KENDARI — Pemerintah Kota Kendari menggelar Rapat Koordinasi (Rakor) Supervisi Koordinasi dan Pencegahan (KORSUPGAH) bersama Komisi Pemberantasan Korupsi (KPK), Senin (4/5/2026). Rakor dipimpin Sekretaris Daerah (Sekda) Kota Kendari, Amir Hasan, dengan fokus memperkuat tata kelola pemerintahan yang bersih dan transparan, khususnya dalam pengelolaan aset daerah.
Kegiatan ini menghadirkan tim Direktorat Koordinasi dan Supervisi Wilayah IV KPK sebagai bagian dari pendampingan strategis kepada Pemerintah Kota Kendari untuk meningkatkan akuntabilitas pengelolaan aset.
Dalam sambutannya, Amir Hasan menyampaikan apresiasi atas kehadiran tim KPK yang memberikan supervisi sekaligus penguatan sistem pencegahan korupsi di lingkungan pemerintah daerah. Ia menyebut, Pemkot Kendari menyambut positif supervisi tersebut sebagai bentuk sinergi dalam mewujudkan pemerintahan yang transparan, akuntabel, dan bebas dari praktik korupsi.

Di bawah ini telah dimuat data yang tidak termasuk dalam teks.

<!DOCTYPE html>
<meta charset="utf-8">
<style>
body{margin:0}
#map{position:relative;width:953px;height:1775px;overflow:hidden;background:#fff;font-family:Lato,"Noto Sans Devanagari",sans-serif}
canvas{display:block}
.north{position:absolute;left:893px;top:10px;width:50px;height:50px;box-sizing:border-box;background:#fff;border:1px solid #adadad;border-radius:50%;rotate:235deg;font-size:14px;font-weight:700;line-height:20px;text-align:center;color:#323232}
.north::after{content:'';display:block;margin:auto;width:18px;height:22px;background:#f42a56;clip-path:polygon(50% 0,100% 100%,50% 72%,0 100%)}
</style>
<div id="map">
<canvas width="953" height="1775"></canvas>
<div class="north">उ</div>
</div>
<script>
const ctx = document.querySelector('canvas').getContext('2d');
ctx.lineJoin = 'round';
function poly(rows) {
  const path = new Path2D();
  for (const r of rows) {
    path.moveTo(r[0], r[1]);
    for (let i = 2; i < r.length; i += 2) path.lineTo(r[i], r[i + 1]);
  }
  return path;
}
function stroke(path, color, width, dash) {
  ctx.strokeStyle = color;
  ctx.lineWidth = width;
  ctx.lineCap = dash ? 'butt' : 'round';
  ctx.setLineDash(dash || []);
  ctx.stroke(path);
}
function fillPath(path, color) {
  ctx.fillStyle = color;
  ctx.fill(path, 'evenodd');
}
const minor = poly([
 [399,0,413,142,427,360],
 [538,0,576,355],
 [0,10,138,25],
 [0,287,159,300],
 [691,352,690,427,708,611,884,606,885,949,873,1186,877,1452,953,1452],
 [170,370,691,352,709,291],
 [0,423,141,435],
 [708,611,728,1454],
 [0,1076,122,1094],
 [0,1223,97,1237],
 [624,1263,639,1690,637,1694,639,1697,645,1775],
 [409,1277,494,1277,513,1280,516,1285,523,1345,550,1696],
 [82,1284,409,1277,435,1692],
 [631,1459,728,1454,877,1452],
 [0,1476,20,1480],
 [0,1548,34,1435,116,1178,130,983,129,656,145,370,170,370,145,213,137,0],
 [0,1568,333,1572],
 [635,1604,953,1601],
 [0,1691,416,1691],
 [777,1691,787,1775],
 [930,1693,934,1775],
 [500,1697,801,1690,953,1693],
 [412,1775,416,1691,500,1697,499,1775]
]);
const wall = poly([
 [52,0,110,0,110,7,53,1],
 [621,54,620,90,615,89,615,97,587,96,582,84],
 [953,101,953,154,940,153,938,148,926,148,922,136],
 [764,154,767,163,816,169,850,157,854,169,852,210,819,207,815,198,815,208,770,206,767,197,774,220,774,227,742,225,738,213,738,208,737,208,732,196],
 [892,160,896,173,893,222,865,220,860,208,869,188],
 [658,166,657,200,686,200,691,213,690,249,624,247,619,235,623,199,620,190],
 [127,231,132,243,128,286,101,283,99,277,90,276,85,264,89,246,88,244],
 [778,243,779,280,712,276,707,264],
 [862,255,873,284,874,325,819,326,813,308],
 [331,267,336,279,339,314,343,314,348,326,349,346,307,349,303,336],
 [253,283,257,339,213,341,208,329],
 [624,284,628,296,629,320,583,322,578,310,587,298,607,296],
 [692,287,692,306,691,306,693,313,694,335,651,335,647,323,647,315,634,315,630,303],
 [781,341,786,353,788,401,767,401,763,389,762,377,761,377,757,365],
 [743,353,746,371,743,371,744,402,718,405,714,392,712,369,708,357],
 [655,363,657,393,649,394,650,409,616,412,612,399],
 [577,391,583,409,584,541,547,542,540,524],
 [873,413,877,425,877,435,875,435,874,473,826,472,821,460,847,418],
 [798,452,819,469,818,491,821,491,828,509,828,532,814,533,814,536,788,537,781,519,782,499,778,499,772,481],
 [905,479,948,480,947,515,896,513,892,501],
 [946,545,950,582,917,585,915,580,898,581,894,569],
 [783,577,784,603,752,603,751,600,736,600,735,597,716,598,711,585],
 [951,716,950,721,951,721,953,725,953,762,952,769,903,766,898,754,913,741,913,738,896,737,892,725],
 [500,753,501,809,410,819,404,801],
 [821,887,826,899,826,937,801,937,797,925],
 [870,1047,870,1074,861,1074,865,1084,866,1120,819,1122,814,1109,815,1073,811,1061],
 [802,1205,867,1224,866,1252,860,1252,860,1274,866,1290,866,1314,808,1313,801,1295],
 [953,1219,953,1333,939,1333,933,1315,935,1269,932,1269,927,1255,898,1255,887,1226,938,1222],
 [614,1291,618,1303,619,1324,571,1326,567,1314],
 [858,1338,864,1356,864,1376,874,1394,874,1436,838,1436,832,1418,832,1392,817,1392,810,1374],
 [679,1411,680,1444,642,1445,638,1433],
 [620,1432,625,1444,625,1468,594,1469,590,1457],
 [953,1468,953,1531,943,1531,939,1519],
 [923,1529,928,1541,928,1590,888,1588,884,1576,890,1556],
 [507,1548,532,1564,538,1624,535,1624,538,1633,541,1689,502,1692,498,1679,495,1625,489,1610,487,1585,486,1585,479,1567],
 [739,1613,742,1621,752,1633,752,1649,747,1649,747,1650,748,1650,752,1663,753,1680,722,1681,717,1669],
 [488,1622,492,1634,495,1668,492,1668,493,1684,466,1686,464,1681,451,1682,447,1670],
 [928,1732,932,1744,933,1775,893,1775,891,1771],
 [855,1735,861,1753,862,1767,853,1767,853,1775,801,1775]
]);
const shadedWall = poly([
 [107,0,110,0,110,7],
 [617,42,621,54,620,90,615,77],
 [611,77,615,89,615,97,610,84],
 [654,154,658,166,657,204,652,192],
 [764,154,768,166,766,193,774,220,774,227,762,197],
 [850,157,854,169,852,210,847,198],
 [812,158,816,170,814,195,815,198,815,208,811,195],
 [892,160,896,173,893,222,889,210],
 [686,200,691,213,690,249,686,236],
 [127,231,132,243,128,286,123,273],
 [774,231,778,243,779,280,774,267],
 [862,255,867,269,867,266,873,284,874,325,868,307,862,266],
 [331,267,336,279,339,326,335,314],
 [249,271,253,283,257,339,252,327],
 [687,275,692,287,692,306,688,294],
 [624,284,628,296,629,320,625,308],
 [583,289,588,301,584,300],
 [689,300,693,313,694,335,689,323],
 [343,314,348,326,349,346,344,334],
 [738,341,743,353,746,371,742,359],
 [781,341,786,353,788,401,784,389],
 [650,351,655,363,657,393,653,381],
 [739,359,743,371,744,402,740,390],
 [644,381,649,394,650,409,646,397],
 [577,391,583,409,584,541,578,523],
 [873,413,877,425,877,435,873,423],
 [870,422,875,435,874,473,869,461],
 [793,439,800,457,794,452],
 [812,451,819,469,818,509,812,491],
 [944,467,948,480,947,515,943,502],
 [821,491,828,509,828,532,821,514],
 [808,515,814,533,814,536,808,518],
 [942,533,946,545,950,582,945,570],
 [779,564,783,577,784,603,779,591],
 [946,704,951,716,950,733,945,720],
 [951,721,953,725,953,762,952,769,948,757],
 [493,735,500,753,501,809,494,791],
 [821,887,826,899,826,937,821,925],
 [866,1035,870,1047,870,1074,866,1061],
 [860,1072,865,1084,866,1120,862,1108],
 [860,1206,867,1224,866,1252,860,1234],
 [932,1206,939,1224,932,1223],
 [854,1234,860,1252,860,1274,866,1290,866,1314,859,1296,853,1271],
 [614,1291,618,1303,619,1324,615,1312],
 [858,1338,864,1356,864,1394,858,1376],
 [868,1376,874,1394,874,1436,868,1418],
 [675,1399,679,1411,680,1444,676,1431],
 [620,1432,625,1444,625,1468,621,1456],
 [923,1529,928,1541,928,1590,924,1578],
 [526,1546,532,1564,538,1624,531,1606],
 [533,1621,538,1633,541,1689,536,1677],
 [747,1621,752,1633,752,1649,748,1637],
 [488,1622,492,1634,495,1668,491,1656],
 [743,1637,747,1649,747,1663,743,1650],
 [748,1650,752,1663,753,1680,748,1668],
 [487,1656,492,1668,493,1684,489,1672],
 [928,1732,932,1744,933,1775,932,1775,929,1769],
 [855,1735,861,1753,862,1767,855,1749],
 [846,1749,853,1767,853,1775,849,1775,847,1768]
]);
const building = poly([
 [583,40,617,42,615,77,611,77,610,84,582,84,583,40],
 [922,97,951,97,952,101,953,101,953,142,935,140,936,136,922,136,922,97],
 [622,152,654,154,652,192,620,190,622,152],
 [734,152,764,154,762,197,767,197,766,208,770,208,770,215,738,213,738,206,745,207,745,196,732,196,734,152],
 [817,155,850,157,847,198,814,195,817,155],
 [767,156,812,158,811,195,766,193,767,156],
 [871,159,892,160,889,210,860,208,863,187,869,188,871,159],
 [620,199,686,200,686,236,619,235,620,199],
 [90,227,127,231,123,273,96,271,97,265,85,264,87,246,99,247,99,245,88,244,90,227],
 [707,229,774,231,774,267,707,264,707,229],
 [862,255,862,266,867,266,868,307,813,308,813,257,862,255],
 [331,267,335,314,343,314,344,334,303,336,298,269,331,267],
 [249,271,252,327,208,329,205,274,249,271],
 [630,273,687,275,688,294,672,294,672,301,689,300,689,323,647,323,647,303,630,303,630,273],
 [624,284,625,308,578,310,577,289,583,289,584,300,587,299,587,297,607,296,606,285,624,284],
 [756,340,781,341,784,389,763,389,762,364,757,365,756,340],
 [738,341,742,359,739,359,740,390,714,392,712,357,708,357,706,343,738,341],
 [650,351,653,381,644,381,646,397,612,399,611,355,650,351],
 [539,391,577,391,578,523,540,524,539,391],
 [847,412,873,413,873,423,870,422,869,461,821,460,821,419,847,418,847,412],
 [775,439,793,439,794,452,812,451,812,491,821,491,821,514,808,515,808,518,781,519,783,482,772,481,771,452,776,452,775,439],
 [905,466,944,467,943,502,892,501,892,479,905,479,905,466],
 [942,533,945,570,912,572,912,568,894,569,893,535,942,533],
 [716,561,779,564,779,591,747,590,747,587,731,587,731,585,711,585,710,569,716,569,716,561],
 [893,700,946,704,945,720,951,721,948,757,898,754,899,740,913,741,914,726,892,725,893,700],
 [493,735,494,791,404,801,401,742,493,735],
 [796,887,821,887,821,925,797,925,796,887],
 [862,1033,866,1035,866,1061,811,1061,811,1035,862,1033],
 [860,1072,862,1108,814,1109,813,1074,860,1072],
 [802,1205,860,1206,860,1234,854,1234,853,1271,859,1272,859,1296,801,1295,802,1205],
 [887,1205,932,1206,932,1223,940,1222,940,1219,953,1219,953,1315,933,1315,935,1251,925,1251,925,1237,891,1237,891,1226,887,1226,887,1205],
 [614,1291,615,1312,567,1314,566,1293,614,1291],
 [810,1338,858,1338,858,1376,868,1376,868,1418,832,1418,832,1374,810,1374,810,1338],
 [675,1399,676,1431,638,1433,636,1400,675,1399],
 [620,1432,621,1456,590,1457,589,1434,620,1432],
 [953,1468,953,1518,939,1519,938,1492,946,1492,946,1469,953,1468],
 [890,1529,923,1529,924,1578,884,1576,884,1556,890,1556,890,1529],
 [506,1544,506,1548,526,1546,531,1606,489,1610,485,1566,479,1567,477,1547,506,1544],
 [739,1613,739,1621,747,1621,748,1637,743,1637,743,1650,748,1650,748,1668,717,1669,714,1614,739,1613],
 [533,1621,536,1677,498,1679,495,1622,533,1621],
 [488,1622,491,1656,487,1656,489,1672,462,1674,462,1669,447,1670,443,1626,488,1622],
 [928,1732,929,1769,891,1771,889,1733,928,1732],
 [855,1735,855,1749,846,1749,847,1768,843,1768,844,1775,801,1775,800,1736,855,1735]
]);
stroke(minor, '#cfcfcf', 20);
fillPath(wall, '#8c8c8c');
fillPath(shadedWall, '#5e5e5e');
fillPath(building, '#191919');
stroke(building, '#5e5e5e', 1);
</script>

Sekda menegaskan pengelolaan aset daerah memiliki peran strategis dalam mendukung pembangunan berkelanjutan serta peningkatan pelayanan publik. Namun, ia mengakui masih ada sejumlah tantangan yang dihadapi pemerintah daerah, mulai dari proses sertifikasi aset tanah dan bangunan, penataan administrasi aset, hingga optimalisasi pemanfaatan aset agar memberikan nilai tambah bagi masyarakat.
“Optimalisasi aset daerah menjadi prioritas kami. Masih terdapat persoalan legalitas maupun pemanfaatan aset yang perlu dituntaskan secara bertahap,” kata Amir Hasan.
Dalam forum tersebut, Pemkot Kendari memaparkan sejumlah persoalan aset, antara lain sengketa lahan, batas wilayah administrasi, hingga kepemilikan aset pendidikan antara pemerintah kota dan pemerintah provinsi.
Melalui supervisi KORSUPGAH, pemerintah daerah berharap memperoleh pendampingan teknis serta rekomendasi strategis dari KPK guna mempercepat penyelesaian berbagai persoalan aset. Sekda juga menginstruksikan seluruh perangkat daerah agar bersikap terbuka, kooperatif, dan proaktif dalam menyiapkan data serta informasi yang diperlukan selama proses supervisi berlangsung.
“Kami berkomitmen menindaklanjuti setiap rekomendasi KPK dan terus meningkatkan kualitas pengelolaan aset daerah demi kepentingan masyarakat luas,” tegasnya.
Rakor Supervisi KORSUPGAH ini menjadi bagian dari upaya pencegahan korupsi dan penguatan sistem pemerintahan yang bersih di Kota Kendari, sejalan dengan program nasional pemberantasan korupsi yang terus didorong KPK.